Action item:
Figure out the number of lines in the entries that hold the string "strong", then give that number and nothing else.

Dataset entries
-=-=-

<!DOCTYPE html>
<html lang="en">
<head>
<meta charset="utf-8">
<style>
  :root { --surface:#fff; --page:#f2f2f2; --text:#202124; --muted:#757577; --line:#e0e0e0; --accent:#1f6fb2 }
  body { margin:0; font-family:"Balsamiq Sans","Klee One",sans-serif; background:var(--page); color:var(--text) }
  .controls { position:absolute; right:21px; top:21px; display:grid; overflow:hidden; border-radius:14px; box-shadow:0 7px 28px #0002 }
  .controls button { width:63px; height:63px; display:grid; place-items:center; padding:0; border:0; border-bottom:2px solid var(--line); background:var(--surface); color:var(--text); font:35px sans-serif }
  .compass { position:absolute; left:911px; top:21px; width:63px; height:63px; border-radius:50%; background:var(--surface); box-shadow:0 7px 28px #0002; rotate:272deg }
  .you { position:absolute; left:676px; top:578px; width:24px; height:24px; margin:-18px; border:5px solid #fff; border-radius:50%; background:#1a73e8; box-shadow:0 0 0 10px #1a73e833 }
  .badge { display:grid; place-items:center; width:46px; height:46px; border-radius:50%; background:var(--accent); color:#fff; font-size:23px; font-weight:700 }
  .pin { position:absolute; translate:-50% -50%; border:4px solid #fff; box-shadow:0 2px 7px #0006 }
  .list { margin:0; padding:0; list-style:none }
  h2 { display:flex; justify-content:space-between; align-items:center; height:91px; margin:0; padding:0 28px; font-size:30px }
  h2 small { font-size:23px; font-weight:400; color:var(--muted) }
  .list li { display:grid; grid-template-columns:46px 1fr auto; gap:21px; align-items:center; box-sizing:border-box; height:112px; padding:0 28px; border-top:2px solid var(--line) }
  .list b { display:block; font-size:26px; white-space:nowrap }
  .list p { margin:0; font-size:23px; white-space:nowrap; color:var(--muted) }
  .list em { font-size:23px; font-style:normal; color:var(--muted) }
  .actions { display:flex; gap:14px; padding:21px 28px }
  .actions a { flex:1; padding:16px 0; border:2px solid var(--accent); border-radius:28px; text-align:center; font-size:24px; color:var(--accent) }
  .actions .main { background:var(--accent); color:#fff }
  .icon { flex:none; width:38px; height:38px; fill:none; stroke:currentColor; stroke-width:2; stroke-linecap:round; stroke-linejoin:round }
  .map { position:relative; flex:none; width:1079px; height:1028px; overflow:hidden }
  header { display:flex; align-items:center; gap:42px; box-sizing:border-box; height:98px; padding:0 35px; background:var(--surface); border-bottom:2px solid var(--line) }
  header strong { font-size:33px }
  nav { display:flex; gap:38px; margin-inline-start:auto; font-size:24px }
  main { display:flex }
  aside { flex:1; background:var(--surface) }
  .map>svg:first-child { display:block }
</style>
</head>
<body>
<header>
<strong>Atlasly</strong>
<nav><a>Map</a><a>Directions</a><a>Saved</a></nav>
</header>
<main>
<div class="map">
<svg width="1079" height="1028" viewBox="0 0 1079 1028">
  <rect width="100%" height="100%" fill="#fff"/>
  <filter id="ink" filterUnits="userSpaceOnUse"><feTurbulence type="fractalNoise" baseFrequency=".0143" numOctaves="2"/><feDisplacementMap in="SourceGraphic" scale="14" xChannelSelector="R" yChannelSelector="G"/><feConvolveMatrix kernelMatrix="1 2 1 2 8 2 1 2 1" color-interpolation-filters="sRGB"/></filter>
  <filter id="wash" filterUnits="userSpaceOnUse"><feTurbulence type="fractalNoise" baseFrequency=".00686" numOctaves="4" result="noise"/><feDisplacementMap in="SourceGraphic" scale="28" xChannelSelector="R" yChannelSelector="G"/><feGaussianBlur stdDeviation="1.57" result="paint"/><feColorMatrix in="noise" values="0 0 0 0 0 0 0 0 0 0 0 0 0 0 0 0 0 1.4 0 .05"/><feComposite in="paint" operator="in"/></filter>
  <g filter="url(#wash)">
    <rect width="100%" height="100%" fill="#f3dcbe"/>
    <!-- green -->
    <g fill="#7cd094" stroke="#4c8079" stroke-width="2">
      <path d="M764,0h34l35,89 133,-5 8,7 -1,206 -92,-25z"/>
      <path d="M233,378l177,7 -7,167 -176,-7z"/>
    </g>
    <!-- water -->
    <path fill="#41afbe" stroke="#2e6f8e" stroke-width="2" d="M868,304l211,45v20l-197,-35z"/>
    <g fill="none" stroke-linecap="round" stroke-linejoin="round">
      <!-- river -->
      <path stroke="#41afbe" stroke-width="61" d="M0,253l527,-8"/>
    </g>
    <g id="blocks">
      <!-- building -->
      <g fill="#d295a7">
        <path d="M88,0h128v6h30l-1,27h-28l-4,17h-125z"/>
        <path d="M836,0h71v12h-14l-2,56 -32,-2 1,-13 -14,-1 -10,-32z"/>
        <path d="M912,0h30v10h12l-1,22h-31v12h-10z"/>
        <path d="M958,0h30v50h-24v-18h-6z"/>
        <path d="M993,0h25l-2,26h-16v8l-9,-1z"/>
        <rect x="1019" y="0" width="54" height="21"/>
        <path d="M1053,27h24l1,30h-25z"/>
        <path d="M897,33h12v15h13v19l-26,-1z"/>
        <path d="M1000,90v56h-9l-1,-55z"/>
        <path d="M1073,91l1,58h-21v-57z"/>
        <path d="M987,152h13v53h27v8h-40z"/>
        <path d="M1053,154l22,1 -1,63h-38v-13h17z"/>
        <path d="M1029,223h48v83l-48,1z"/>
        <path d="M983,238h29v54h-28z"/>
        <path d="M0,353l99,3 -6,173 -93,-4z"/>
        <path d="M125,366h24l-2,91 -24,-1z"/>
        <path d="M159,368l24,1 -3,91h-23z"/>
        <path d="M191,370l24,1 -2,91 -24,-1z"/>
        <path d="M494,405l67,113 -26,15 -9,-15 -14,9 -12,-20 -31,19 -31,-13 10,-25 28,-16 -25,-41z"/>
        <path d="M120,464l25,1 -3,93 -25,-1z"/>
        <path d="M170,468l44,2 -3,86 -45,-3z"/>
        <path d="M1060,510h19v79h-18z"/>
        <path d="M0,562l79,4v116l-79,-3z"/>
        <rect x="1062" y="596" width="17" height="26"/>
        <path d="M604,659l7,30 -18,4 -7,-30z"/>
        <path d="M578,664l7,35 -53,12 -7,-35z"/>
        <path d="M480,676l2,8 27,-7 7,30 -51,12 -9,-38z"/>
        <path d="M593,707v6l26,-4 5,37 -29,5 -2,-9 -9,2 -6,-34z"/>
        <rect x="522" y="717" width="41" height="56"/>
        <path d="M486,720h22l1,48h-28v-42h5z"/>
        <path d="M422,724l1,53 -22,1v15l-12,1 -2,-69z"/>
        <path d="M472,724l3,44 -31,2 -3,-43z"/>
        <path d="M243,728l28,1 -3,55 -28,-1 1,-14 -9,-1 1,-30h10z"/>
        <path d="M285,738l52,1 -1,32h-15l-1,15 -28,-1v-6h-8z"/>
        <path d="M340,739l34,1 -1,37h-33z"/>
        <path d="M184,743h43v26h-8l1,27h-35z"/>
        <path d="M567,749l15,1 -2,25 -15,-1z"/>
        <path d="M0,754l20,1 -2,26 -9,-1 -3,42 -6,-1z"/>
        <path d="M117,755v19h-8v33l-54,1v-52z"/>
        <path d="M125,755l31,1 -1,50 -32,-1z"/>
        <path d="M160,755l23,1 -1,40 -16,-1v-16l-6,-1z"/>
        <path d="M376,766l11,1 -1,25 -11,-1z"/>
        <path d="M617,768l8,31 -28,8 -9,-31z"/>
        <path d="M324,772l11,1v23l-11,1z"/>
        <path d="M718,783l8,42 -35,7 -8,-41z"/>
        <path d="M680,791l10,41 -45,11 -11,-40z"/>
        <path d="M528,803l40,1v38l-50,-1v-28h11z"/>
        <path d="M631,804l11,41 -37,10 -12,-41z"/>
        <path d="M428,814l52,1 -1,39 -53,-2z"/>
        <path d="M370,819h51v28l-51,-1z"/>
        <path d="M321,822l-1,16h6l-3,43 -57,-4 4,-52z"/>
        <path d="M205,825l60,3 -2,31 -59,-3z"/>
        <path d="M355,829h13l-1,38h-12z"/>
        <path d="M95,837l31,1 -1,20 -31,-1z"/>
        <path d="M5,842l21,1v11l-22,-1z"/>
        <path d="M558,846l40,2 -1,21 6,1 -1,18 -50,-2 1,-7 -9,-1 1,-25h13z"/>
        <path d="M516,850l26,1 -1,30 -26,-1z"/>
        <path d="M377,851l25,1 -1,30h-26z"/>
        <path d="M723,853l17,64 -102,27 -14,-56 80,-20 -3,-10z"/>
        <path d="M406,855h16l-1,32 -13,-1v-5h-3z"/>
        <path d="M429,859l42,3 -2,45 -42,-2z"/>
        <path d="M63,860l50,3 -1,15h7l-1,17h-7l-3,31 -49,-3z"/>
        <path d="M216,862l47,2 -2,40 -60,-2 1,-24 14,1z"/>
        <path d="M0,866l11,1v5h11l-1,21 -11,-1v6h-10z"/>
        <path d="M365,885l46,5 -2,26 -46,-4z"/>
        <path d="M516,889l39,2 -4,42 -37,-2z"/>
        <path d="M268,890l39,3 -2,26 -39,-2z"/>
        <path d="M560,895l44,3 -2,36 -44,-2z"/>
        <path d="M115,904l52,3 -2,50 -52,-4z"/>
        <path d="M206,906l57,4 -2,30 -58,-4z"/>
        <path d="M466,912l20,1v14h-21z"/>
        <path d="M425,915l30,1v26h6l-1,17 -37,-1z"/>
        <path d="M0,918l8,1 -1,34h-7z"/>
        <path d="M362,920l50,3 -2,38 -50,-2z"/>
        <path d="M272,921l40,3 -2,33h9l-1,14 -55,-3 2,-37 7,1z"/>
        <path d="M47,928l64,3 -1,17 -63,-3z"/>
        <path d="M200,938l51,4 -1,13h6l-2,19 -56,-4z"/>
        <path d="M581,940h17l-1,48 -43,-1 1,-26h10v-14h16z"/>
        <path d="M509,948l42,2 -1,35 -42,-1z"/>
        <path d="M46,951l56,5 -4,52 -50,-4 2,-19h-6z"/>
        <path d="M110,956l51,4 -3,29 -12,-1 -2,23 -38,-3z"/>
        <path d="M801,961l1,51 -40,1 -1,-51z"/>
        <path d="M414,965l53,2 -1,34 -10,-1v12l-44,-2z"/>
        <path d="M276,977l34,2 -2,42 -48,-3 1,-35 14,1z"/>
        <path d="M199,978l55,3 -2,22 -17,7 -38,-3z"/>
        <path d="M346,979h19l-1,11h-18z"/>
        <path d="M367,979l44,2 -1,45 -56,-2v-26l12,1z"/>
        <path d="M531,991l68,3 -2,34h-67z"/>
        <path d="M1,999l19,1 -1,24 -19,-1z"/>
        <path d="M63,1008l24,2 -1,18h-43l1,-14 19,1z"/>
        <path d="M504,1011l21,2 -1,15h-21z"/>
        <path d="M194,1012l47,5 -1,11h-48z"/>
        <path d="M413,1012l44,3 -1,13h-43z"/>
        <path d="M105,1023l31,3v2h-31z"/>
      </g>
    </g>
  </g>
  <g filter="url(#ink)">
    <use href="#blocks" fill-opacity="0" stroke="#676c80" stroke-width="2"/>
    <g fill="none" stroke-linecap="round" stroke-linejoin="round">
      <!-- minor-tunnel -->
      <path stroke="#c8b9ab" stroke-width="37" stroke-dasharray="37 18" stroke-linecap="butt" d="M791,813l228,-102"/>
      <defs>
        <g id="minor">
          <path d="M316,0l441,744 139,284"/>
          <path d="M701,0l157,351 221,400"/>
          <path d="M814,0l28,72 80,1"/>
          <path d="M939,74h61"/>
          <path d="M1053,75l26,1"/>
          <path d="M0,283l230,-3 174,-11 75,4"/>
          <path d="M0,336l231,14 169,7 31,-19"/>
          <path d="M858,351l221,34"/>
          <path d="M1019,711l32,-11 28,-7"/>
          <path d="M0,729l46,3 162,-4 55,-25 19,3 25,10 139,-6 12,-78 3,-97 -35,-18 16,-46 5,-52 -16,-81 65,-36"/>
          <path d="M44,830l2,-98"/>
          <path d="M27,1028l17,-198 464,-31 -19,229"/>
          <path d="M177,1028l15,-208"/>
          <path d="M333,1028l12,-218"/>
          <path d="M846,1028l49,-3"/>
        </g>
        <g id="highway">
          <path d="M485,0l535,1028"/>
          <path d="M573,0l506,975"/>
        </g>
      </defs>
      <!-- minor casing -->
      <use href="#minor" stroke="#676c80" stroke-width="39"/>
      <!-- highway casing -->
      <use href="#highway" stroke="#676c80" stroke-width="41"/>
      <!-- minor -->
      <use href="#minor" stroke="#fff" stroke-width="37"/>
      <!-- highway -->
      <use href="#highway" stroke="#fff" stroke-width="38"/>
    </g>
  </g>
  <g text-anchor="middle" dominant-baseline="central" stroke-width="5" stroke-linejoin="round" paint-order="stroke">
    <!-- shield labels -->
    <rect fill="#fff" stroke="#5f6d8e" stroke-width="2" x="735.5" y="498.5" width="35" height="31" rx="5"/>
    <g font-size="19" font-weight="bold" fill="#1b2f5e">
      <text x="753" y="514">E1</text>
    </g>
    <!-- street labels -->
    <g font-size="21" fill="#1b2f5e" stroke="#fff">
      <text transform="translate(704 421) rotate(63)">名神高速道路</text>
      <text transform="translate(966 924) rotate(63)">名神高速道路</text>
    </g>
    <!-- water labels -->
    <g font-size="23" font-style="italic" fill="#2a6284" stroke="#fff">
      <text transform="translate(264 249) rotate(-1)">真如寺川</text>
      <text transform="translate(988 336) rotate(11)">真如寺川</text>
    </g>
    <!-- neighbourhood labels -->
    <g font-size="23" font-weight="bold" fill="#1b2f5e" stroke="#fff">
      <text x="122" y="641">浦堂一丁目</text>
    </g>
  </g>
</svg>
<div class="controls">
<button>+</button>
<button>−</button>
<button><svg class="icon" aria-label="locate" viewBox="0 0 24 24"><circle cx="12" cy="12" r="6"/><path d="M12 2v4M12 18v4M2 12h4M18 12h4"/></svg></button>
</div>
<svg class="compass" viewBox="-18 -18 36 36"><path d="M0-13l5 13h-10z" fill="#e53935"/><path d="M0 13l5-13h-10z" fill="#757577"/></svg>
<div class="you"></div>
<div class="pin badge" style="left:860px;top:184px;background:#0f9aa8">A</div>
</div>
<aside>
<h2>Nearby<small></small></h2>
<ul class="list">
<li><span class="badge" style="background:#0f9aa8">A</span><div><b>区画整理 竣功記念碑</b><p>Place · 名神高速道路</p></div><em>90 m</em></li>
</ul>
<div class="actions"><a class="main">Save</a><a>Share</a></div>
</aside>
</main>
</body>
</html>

-=-=-

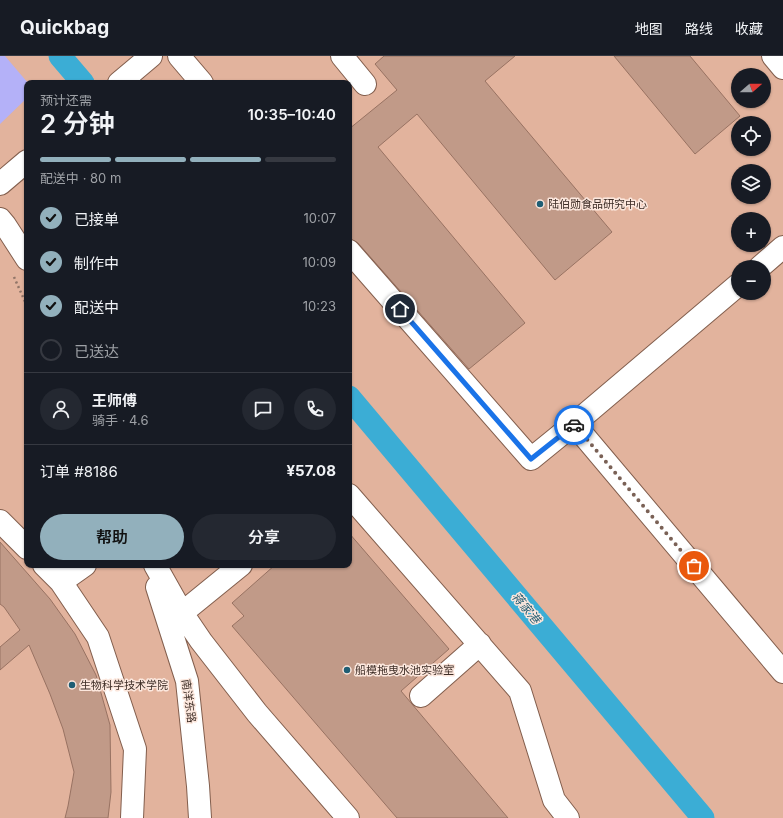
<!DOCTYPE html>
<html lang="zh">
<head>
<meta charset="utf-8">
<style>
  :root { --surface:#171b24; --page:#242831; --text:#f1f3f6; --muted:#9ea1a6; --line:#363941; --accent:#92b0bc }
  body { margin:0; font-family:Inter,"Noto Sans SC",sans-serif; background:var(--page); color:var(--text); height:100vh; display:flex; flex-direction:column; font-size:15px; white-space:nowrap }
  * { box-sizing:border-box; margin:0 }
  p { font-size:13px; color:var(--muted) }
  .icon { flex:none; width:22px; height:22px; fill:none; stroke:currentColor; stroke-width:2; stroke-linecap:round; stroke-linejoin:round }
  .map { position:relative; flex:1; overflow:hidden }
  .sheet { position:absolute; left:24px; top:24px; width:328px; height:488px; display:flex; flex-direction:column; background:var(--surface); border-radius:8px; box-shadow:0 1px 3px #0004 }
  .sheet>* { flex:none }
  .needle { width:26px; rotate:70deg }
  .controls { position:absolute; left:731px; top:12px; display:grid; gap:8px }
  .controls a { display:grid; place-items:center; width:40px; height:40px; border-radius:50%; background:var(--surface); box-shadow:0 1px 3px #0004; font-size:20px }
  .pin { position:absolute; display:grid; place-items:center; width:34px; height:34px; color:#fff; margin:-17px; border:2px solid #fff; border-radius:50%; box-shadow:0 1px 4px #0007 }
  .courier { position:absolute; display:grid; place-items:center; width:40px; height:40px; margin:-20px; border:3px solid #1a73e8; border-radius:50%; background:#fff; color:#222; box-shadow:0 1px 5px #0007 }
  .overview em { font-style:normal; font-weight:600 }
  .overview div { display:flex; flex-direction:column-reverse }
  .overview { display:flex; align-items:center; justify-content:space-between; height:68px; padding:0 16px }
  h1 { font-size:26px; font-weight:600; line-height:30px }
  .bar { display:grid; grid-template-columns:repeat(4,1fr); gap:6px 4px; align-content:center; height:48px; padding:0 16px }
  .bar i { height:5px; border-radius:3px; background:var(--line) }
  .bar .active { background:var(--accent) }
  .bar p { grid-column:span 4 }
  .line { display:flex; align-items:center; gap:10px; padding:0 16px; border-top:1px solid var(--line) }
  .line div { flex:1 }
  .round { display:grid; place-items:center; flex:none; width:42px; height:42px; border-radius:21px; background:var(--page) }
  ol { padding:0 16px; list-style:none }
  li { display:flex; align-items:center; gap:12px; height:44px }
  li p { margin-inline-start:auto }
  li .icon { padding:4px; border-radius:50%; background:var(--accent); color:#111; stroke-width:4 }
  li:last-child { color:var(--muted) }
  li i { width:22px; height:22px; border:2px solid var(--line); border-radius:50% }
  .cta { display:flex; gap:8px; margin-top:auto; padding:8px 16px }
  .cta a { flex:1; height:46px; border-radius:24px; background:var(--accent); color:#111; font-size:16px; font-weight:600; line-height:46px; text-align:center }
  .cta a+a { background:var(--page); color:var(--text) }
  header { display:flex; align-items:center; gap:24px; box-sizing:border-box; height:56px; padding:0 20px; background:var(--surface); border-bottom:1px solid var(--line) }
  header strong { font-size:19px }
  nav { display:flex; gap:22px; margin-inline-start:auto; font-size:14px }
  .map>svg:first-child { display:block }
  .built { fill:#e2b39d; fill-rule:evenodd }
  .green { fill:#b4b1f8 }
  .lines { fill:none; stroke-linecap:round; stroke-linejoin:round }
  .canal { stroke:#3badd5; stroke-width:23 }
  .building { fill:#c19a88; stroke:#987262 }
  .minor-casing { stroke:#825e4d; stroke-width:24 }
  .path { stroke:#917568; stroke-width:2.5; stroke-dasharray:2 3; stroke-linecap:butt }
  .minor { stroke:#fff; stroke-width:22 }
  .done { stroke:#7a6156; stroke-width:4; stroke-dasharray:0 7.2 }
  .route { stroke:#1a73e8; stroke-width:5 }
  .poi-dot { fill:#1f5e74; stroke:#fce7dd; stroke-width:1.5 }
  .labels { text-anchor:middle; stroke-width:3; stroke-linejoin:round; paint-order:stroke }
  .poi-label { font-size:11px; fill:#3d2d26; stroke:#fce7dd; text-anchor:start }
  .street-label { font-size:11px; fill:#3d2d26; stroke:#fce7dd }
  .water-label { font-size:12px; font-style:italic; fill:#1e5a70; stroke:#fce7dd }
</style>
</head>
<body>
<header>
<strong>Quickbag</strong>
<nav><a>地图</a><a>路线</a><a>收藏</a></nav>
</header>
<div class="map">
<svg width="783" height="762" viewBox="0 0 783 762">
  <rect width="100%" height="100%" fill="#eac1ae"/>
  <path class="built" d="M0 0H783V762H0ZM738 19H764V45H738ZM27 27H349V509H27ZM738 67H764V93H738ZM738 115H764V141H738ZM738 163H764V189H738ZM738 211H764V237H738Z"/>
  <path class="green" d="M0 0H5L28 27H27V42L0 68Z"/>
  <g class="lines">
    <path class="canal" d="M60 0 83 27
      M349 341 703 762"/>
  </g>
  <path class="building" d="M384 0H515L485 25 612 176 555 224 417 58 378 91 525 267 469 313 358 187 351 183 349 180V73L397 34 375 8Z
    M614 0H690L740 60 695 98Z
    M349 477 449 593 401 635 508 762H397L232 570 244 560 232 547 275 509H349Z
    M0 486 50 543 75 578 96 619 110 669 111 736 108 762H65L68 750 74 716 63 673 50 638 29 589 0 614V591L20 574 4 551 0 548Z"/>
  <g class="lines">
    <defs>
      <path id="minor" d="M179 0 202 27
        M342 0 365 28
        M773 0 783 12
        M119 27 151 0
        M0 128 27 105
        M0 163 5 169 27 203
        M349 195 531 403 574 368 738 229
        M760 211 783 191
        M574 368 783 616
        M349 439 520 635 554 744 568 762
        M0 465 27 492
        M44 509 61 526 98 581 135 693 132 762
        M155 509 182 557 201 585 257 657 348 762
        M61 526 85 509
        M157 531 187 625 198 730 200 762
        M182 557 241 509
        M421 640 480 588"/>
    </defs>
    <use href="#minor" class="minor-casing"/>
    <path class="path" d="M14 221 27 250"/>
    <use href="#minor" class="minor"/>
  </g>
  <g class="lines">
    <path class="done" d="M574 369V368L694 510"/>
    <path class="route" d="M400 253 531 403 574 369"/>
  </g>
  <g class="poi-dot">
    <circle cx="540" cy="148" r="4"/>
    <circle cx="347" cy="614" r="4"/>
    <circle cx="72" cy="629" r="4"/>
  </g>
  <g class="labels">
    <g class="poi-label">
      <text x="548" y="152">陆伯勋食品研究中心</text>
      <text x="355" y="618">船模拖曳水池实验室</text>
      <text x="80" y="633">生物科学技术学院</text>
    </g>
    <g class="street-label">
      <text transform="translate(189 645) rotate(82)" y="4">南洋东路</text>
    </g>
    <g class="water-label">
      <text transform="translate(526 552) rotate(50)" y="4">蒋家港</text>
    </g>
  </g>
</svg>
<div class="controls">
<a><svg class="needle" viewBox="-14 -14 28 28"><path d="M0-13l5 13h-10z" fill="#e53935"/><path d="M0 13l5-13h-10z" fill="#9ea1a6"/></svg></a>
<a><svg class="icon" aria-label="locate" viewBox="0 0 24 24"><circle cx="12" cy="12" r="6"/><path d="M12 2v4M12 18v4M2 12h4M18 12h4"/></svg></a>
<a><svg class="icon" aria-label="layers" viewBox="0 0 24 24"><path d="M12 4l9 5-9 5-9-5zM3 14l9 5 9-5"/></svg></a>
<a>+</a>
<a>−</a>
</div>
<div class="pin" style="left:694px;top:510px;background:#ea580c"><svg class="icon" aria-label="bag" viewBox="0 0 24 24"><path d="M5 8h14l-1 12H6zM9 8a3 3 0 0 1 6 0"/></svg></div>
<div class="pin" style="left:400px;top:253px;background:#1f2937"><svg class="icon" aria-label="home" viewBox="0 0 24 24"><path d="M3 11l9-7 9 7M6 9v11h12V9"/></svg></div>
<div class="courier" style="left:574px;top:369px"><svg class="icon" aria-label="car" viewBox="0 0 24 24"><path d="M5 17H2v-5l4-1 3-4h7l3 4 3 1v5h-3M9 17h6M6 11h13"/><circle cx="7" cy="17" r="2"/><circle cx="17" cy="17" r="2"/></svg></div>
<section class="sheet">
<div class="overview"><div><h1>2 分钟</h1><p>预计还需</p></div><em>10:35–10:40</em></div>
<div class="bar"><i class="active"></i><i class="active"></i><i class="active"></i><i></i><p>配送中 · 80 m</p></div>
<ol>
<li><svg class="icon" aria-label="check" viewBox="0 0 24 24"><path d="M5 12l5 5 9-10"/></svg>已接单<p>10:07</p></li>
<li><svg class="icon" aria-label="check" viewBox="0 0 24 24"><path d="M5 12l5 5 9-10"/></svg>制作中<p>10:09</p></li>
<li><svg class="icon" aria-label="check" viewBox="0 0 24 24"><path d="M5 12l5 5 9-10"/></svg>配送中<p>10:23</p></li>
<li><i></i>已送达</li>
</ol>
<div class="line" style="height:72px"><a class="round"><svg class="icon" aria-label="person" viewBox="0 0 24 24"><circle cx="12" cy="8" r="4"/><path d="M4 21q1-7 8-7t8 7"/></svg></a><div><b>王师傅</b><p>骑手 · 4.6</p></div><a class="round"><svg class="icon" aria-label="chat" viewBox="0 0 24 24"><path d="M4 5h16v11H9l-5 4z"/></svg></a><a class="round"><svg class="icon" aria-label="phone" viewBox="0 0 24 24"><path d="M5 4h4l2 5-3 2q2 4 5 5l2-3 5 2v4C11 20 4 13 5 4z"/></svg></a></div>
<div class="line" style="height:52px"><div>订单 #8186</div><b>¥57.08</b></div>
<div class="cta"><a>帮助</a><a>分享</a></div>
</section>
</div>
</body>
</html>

-=-=-

Answer box:
4